C'était comme si la personne juste à côté de Luana était une statue dans un musée, parce que personne ne la regardait.
A strictement parler, Rey avait l'impression qu'une étincelle avait pris le dessus.
« Content de vous revoir, Luana », salua Pedro.
Avec un sourire aussi brillant que le soleil du matin, le combattant tendit alors une main pour demander la permission de saluer comme un noble gentleman.
Bien sûr, il suppliait Luana de reprendre cette main douce et délicate, avant de poser un baiser sur le dos de sa main.

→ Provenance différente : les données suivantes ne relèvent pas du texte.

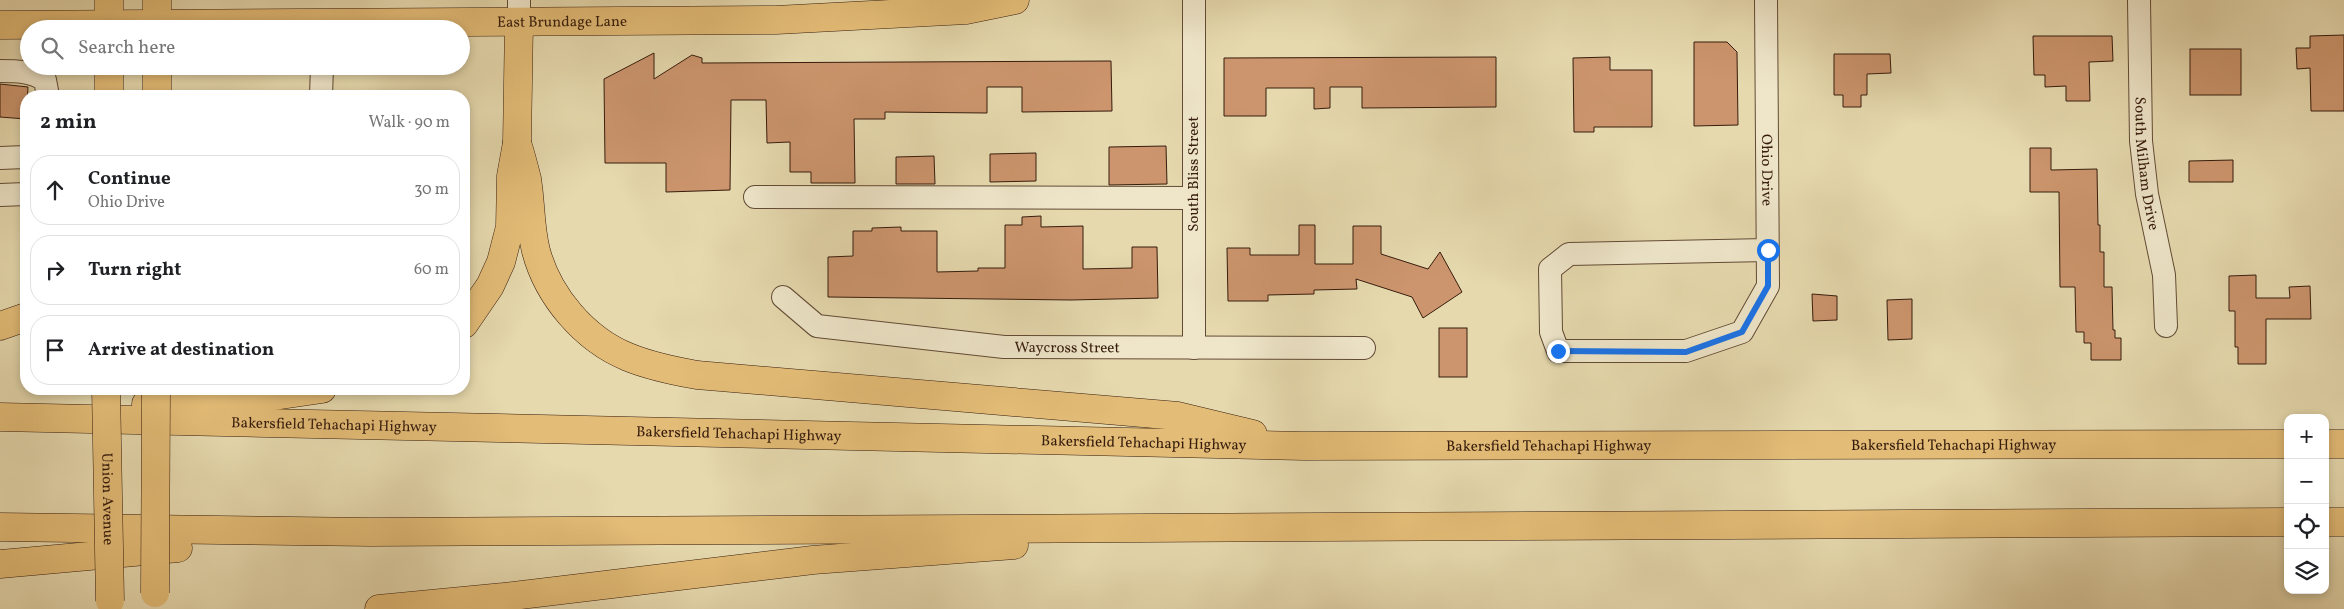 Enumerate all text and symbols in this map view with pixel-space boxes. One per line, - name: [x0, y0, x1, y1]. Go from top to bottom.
- street label: East Brundage Lane: [497, 12, 627, 34]
- search box: [20, 20, 470, 75]
- icon: search: [38, 34, 66, 62]
- text: Search here: [78, 35, 175, 61]
- street label: South Milham Drive: [2128, 97, 2163, 233]
- text: 2 min: [40, 108, 97, 137]
- text: Walk · 90 m: [368, 112, 450, 134]
- street label: South Bliss Street: [1184, 116, 1205, 232]
- street label: Ohio Drive: [1755, 134, 1776, 206]
- text: Continue: [88, 166, 171, 192]
- icon: ahead: [41, 176, 69, 204]
- text: 30 m: [414, 179, 449, 201]
- text: Ohio Drive: [88, 192, 165, 214]
- route start: [1757, 239, 1780, 262]
- icon: right: [41, 256, 69, 284]
- text: Turn right: [88, 257, 181, 283]
- text: 60 m: [414, 259, 449, 281]
- icon: arrive: [41, 336, 69, 364]
- text: Arrive at destination: [88, 337, 274, 363]
- street label: Waycross Street: [1014, 338, 1120, 359]
- route end: [1547, 340, 1570, 363]
- street label: Bakersfield Tehachapi Highway: [231, 413, 437, 439]
- map controls: [2284, 414, 2329, 594]
- button: +: [2284, 414, 2329, 459]
- street label: Bakersfield Tehachapi Highway: [636, 422, 842, 448]
- street label: Bakersfield Tehachapi Highway: [1041, 431, 1247, 457]
- street label: Bakersfield Tehachapi Highway: [1851, 435, 2056, 457]
- street label: Bakersfield Tehachapi Highway: [1446, 436, 1651, 458]
- street label: Union Avenue: [95, 452, 118, 546]
- button: −: [2284, 459, 2329, 504]
- button: locate: [2284, 504, 2329, 549]
- button: layers: [2284, 549, 2329, 594] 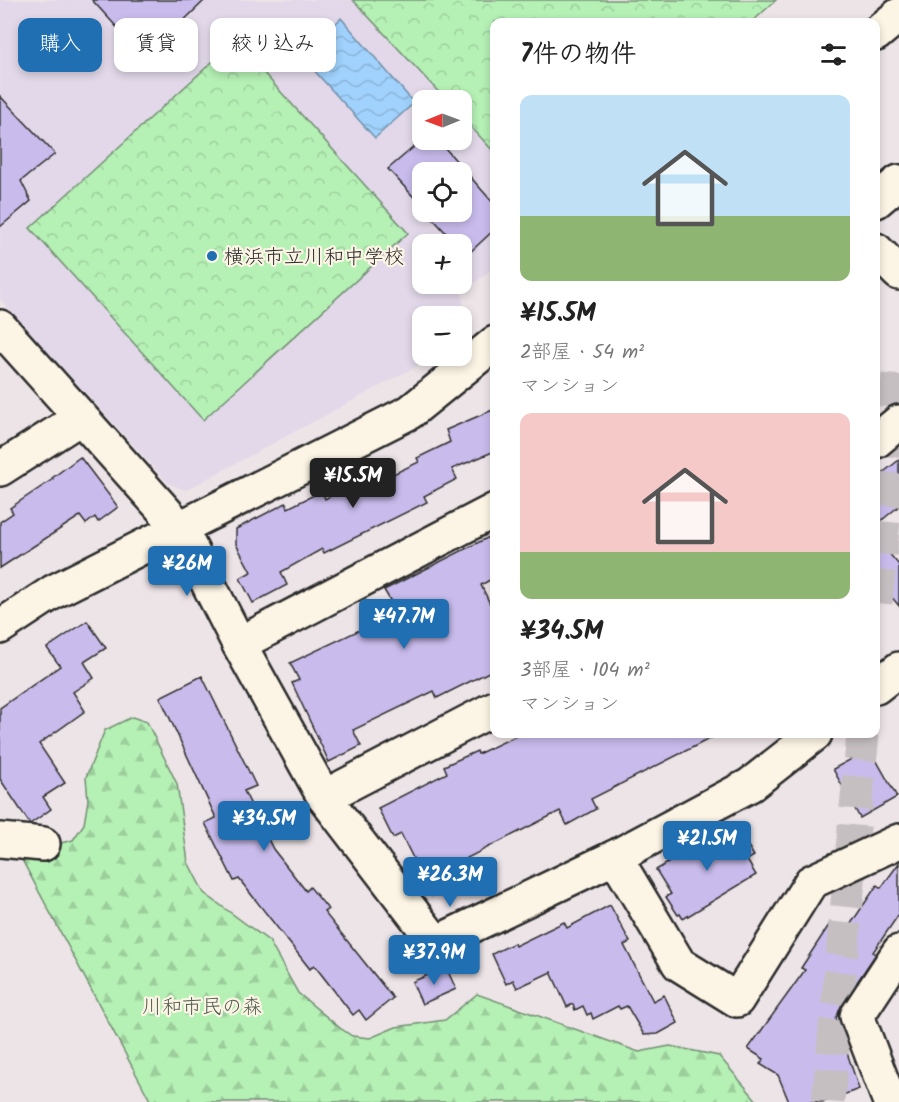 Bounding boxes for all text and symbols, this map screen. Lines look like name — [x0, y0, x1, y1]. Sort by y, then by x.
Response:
chip: 購入 — [18, 18, 102, 72]
chip: 賃貸 — [114, 18, 198, 72]
chip: 絞り込み — [210, 18, 336, 72]
text: 7件の物件 — [520, 34, 636, 76]
icon: filters — [817, 38, 850, 71]
north arrow — [412, 90, 472, 150]
map controls — [412, 90, 472, 366]
icon: home — [631, 134, 739, 242]
button: locate — [412, 162, 472, 222]
button: + — [412, 234, 472, 294]
place label: 横浜市立川和中学校 — [224, 242, 404, 274]
marker: 横浜市立川和中学校 — [205, 249, 219, 263]
text: ¥15.5M — [520, 293, 596, 335]
button: − — [412, 306, 472, 366]
text: 2部屋 · 54 m² — [520, 337, 644, 369]
text: マンション — [520, 371, 619, 403]
icon: home — [631, 452, 739, 560]
pin: ¥15.5M — [304, 458, 402, 509]
text: ¥15.5M — [324, 461, 382, 493]
pin: ¥26M — [151, 546, 223, 597]
text: ¥26M — [162, 549, 212, 581]
pin: ¥47.7M — [355, 599, 453, 650]
text: ¥47.7M — [373, 602, 435, 634]
text: ¥34.5M — [520, 611, 603, 653]
text: 3部屋 · 104 m² — [520, 655, 650, 687]
text: マンション — [520, 689, 619, 721]
pin: ¥34.5M — [215, 801, 313, 852]
text: ¥34.5M — [232, 804, 296, 836]
pin: ¥21.5M — [658, 821, 756, 872]
text: ¥21.5M — [677, 824, 737, 856]
pin: ¥26.3M — [401, 857, 499, 908]
text: ¥26.3M — [417, 860, 483, 892]
pin: ¥37.9M — [385, 935, 483, 986]
text: ¥37.9M — [403, 938, 465, 970]
park label: 川和市民の森 — [142, 992, 262, 1024] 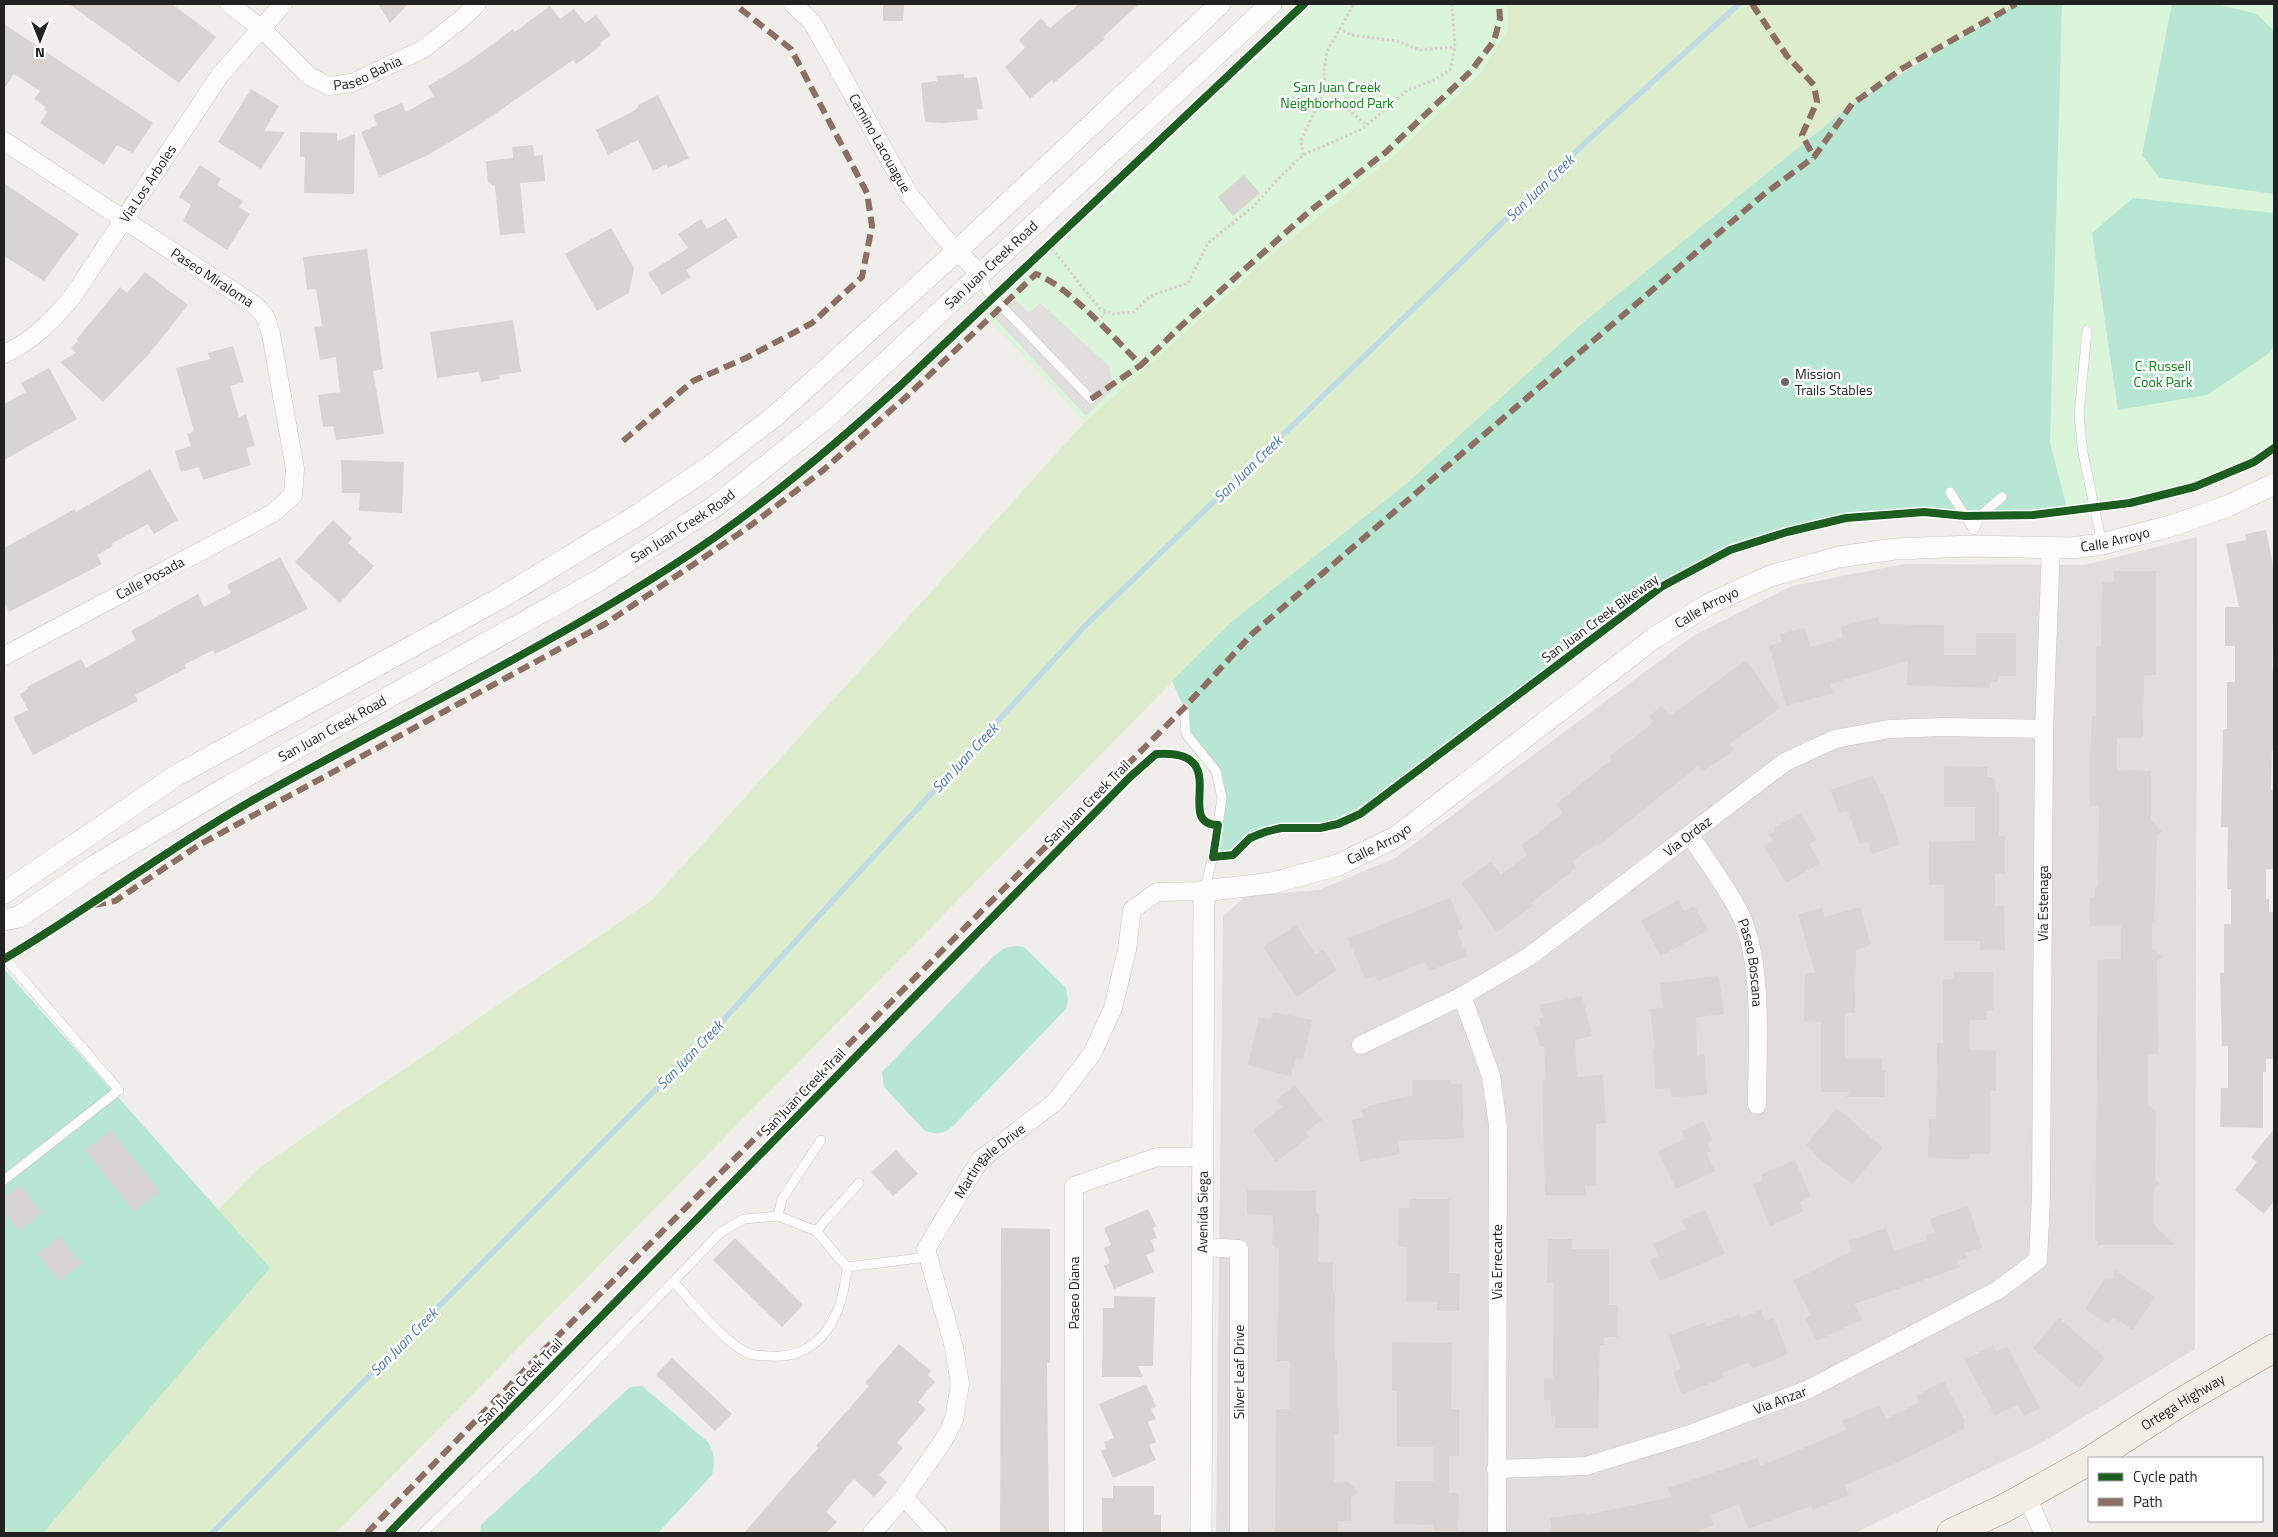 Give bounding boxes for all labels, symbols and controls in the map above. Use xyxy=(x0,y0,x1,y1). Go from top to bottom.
north arrow xyxy=(15,15,65,65)
text: N xyxy=(35,43,45,64)
street label: Paseo Bahia xyxy=(332,50,405,95)
park label: San Juan Creek Neighborhood Park xyxy=(1280,76,1394,113)
street label: Camino Lacouague xyxy=(844,89,917,196)
street label: Via Los Arboles xyxy=(114,140,181,226)
water label: San Juan Creek xyxy=(1500,147,1581,227)
street label: San Juan Creek Road xyxy=(939,215,1042,313)
street label: Paseo Miraloma xyxy=(167,242,258,312)
park label: C. Russell Cook Park xyxy=(2134,355,2193,392)
place label: Mission Trails Stables xyxy=(1795,363,1872,400)
marker: Mission Trails Stables xyxy=(1779,376,1791,388)
water label: San Juan Creek xyxy=(1208,428,1289,508)
street label: San Juan Creek Road xyxy=(626,484,739,567)
street label: Calle Arroyo xyxy=(2079,521,2152,557)
street label: Calle Posada xyxy=(112,551,188,604)
street label: San Juan Creek Bikeway xyxy=(1537,568,1663,667)
street label: Calle Arroyo xyxy=(1670,581,1742,633)
street label: San Juan Creek Road xyxy=(274,690,390,767)
water label: San Juan Creek xyxy=(926,716,1005,798)
street label: San Juan Creek Trail xyxy=(1039,755,1135,851)
street label: Via Ordaz xyxy=(1658,810,1716,861)
street label: Calle Arroyo xyxy=(1343,818,1416,869)
street label: Via Estenaga xyxy=(2032,865,2053,942)
street label: Paseo Boscana xyxy=(1733,915,1769,1007)
water label: San Juan Creek xyxy=(651,1013,730,1094)
street label: San Juan Creek Trail xyxy=(755,1043,850,1140)
street label: Martingale Drive xyxy=(948,1118,1029,1202)
street label: Avenida Siega xyxy=(1191,1171,1213,1253)
street label: Via Errecarte xyxy=(1486,1224,1507,1300)
street label: Paseo Diana xyxy=(1063,1257,1084,1329)
water label: San Juan Creek xyxy=(364,1301,445,1381)
street label: Silver Leaf Drive xyxy=(1228,1325,1249,1419)
street label: San Juan Creek Trail xyxy=(472,1333,567,1430)
street label: Ortega Highway xyxy=(2136,1368,2229,1435)
street label: Via Anzar xyxy=(1750,1380,1810,1419)
legend xyxy=(2088,1457,2263,1522)
text: Cycle path xyxy=(2133,1465,2198,1488)
text: Path xyxy=(2133,1490,2163,1513)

La main robuste de Pedro restait en l'air, montrant les tatouages magnifiquement sculptés sur sa peau. Ses traits musclés semblaient bouger lentement, ce qui était sûr d'attirer les compliments de tous ceux qui les voyaient.
Si lors de leur première rencontre à Heidelberg la veille, Luana n'avait pas pu résister, cette fois elle se souvint soudain d'une chose.
Qu'elle n'était pas seule là, qu'il y avait quelqu'un qui était venu avec elle. De plus, cette personne lui tenait la main si fort que ça donnait presque envie à Luana de grimacer de douleur.
N'acceptant pas immédiatement la main secourable de Pedro qui attendait toujours, Luana en profita pour jeter un coup d'œil à Rey. Vérifiant l'expression plate de l'homme, Luana haussa brièvement les épaules.
Leurs regards se croisèrent. Et pendant les trois secondes suivantes, tous les deux se sont parlés par les yeux. Luana qui semblait demander la permission à son mari, tandis que Rey qui avait décidé dès la première seconde.
« Je suis également ravi de vous rencontrer, Monsieur Pedro », salua rapidement Rey, tendant la main pour serrer celle de Pedro maintenant.
L'homme retira rapidement la main de Luana, ce qui l'obligea inévitablement à reculer de quelques pas.
Avec ce mouvement, Rey avança pour placer son corps juste devant Pedro. Étant le séparateur entre l'homme tatoué et sa femme, Rey força un faible sourire avec une poignée de main assez ferme.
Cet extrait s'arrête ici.